Trust metric by Neural Network: 91 out of 100 with 587 signals.

References

  1. A. Y. Ng, D. Harada, and S. J. Russell. Policy invariance under reward transformations: Theory and application to reward shaping. In Proceedings of the Sixteenth International Conference on Machine Learning (ICML 1999), Bled, Slovenia, June 27 - 30, 1999, pages 278–287, 1999.
  2. J. Hu and M. P. Wellman. Nash q-learning for general-sum stochastic games. Journal of Machine Learning Research, 4:1039–1069, 2003.
  3. A. Tamar, D. Di Castro, and S. Mannor. Policy gradients with variance related risk criteria.
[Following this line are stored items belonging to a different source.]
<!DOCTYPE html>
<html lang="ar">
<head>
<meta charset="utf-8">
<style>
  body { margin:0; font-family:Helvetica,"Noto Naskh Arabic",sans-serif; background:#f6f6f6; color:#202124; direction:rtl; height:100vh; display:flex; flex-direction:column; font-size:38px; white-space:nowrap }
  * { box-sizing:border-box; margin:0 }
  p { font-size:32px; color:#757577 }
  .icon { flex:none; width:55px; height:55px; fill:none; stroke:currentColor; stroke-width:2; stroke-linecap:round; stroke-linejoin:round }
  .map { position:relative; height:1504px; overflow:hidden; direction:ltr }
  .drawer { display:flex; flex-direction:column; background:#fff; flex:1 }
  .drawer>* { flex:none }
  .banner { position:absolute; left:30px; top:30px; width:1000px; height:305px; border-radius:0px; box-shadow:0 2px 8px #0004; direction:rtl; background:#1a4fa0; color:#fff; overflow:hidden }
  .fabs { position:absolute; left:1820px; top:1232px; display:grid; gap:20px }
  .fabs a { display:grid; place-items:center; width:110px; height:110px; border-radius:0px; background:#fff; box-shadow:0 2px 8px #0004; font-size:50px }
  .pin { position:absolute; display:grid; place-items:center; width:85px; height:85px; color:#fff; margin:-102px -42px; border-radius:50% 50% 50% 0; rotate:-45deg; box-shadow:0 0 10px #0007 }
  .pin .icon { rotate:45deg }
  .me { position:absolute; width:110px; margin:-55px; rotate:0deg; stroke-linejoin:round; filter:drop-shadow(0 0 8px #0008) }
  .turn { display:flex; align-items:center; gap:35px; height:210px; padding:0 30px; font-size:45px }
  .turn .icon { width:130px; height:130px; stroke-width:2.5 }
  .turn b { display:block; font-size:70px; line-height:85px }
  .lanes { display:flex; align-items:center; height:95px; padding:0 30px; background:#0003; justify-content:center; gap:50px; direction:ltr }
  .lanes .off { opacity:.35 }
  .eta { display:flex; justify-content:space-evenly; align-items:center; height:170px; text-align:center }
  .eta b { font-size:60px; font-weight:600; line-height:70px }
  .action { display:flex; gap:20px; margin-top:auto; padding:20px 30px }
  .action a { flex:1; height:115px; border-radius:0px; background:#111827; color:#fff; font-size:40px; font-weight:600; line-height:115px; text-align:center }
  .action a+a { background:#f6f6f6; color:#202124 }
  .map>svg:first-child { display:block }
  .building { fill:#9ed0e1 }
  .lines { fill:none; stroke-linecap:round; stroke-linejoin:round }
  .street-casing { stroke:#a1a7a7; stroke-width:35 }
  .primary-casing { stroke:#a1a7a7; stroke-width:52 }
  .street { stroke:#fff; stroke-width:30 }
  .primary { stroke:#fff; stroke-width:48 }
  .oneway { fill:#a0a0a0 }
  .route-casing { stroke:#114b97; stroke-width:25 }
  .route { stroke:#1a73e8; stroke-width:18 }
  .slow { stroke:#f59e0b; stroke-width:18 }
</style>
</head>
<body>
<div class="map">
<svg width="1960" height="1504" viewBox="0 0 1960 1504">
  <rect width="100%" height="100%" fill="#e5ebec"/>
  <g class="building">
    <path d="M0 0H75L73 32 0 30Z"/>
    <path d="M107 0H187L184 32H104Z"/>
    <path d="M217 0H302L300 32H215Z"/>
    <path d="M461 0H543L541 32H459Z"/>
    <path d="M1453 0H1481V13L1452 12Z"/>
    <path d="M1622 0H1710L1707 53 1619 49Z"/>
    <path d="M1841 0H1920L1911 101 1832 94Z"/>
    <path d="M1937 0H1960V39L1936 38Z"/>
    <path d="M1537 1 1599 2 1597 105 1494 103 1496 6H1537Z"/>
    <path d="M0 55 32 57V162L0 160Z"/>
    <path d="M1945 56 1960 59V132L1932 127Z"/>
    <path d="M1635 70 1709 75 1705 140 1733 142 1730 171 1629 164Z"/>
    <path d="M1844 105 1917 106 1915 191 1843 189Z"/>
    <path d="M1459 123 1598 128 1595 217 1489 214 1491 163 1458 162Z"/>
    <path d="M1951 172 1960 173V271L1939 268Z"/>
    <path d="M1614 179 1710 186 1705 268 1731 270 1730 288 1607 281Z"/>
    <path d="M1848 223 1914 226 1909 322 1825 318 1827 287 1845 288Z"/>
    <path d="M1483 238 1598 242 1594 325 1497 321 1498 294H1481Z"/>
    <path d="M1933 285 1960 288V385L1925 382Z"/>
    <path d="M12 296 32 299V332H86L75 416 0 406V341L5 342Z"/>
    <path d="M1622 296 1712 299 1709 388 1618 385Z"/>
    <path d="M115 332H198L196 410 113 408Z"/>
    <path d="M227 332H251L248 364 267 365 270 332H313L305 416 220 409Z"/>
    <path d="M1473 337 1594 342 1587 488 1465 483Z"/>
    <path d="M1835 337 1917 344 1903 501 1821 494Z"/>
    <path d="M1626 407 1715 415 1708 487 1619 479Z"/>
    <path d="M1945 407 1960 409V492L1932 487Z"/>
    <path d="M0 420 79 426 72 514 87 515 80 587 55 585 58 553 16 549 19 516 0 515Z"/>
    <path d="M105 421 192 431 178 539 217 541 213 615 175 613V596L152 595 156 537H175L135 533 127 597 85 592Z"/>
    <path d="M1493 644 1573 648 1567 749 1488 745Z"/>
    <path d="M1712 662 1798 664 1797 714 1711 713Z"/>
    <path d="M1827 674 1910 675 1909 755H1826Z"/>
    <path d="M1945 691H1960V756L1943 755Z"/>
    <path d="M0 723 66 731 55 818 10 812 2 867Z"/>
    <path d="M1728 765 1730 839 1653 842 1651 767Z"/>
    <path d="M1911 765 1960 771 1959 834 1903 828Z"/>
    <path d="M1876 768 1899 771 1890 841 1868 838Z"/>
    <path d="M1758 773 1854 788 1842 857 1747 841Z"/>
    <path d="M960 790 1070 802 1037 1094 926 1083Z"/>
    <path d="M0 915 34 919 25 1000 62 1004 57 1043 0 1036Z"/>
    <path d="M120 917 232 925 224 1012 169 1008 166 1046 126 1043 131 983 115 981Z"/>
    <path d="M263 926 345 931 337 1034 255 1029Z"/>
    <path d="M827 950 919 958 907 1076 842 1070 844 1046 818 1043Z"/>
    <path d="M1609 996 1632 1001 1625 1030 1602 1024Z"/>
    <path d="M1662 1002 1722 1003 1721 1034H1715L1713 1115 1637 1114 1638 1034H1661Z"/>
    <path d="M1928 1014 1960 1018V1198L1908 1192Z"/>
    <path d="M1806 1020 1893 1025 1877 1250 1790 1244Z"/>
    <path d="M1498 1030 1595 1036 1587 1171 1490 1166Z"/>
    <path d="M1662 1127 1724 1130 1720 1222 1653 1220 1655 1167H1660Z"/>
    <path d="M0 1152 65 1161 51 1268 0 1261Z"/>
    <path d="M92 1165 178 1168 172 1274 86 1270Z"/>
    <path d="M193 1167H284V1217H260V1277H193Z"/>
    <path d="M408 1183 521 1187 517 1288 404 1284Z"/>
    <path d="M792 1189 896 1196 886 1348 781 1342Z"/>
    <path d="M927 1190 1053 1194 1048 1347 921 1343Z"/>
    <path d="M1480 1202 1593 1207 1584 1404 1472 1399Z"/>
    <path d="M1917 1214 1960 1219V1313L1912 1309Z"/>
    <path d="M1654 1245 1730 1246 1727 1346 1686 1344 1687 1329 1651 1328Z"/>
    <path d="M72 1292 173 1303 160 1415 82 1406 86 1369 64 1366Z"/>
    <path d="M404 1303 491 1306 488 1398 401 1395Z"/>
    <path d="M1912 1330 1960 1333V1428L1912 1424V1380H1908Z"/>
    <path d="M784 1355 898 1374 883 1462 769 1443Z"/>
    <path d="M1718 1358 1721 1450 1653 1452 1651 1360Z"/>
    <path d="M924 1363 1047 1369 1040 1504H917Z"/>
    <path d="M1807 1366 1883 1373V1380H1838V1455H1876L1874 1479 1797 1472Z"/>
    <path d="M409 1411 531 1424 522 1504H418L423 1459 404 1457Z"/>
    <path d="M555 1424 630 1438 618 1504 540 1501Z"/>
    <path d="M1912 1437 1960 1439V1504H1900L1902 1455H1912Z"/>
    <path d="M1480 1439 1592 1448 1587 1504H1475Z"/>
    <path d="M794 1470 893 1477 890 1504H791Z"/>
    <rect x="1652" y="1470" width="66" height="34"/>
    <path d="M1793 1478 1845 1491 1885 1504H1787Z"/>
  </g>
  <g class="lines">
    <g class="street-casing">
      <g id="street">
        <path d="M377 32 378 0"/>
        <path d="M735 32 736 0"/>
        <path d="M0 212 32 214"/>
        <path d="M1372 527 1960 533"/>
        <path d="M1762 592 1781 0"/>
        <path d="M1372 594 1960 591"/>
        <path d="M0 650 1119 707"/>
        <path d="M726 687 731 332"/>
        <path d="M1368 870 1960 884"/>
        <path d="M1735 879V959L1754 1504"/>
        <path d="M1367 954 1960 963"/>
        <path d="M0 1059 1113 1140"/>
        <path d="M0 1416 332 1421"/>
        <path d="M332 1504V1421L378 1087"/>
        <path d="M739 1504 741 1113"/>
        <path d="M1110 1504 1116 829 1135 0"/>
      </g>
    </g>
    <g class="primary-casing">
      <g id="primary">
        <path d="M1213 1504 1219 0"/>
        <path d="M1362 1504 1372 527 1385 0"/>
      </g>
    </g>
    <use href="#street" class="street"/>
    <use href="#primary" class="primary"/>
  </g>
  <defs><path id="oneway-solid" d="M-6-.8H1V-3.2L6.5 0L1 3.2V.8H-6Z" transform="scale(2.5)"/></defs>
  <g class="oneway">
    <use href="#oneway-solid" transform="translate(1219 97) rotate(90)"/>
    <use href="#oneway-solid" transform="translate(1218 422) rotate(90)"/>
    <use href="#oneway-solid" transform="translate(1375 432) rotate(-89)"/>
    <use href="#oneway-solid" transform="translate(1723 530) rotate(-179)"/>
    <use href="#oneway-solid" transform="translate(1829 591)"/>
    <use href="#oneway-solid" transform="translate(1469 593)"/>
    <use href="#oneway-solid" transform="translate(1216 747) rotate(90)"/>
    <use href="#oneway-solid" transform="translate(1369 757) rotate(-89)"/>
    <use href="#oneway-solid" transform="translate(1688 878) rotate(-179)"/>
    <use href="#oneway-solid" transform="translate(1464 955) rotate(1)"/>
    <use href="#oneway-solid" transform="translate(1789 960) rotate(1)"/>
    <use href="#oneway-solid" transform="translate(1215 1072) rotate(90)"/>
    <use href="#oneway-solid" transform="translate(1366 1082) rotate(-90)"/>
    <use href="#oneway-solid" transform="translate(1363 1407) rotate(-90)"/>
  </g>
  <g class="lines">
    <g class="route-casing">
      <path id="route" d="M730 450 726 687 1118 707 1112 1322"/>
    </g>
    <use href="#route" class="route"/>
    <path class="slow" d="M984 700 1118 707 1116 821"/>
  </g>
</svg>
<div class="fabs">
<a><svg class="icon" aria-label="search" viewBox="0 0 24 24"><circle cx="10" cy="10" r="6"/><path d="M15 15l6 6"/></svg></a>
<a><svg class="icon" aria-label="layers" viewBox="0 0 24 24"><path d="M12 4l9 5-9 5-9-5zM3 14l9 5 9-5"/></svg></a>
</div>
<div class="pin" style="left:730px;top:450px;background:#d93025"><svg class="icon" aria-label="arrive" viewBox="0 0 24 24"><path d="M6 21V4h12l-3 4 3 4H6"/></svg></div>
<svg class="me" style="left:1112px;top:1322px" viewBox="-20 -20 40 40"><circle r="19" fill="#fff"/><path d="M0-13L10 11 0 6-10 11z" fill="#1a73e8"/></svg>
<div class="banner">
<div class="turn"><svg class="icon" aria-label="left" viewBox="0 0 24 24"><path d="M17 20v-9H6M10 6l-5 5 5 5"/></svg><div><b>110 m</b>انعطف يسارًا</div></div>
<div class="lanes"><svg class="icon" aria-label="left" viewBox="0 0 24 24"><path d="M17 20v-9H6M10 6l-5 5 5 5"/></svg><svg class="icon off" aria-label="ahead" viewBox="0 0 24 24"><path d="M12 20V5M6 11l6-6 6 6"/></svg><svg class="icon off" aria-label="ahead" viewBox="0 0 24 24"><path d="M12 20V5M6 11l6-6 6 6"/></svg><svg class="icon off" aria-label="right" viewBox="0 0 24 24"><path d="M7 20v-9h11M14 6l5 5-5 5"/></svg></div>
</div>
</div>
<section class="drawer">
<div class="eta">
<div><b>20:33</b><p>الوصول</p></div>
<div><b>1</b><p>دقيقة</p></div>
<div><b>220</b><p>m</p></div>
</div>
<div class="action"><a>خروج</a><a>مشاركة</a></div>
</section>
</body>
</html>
In Proceedings of the Twenty-Ninth International Conference on Machine Learning, pages 387–396, 2012.
  4. Mnih A, Kavukcuoglu K. 2013. Learning word embeddings efficiently with noise-contrastive estimation. In Advances in Neural Information Processing Systems, Vol. 26, ed. Z Ghahramani, M Welling, C Cortes, ND Lawrence, KQ Weinberger, pp. 2265–73. San Diego, CA: Neural Inf. Process. Syst. Found.
  5. Kitagawa T, Tetenov A. 2015. Who should be treated? Empirical welfare maximization methods for treatment choice. Tech. Rep., Cent. Microdata Methods Pract., Inst. Fiscal Stud., London
  6. D. Bertsekas and J. Tsitsiklis. Neuro-dynamic programming. Athena Scientific, 1996.
  7. Wu X, Kumar V, Quinlan JR, Ghosh J, Yang Q, et al. 2008. Top 10 algorithms in data mining. Knowl. Inform. Syst. 14:1–37
Frequently Asked QuestionsQ: What is the prediction methodology for LON:IDHC stock?
A: LON:IDHC stock prediction methodology: We evaluate the prediction models Transductive Learning (ML) and Paired T-Test
Q: Is LON:IDHC stock a buy or sell?
A: The dominant strategy among neural network is to Sell LON:IDHC Stock.
Q: Is INTEGRATED DIAGNOSTICS HOLDINGS PLC stock a good investment?
A: The consensus rating for INTEGRATED DIAGNOSTICS HOLDINGS PLC is Sell and assigned short-term B2 & long-term Ba3 forecasted stock rating.
Q: What is the consensus rating of LON:IDHC stock?
A: The consensus rating for LON:IDHC is Sell.
Q: What is the prediction period for LON:IDHC stock?
A: The prediction period for LON:IDHC is (n+3 month)

Premium

  • Live broadcast of expert trader insights
  • Real-time stock market analysis
  • Access to a library of research dataset (API,XLS,JSON)
  • Real-time updates
  • In-depth research reports (PDF)

Login
This project is licensed under the license; additional terms may apply.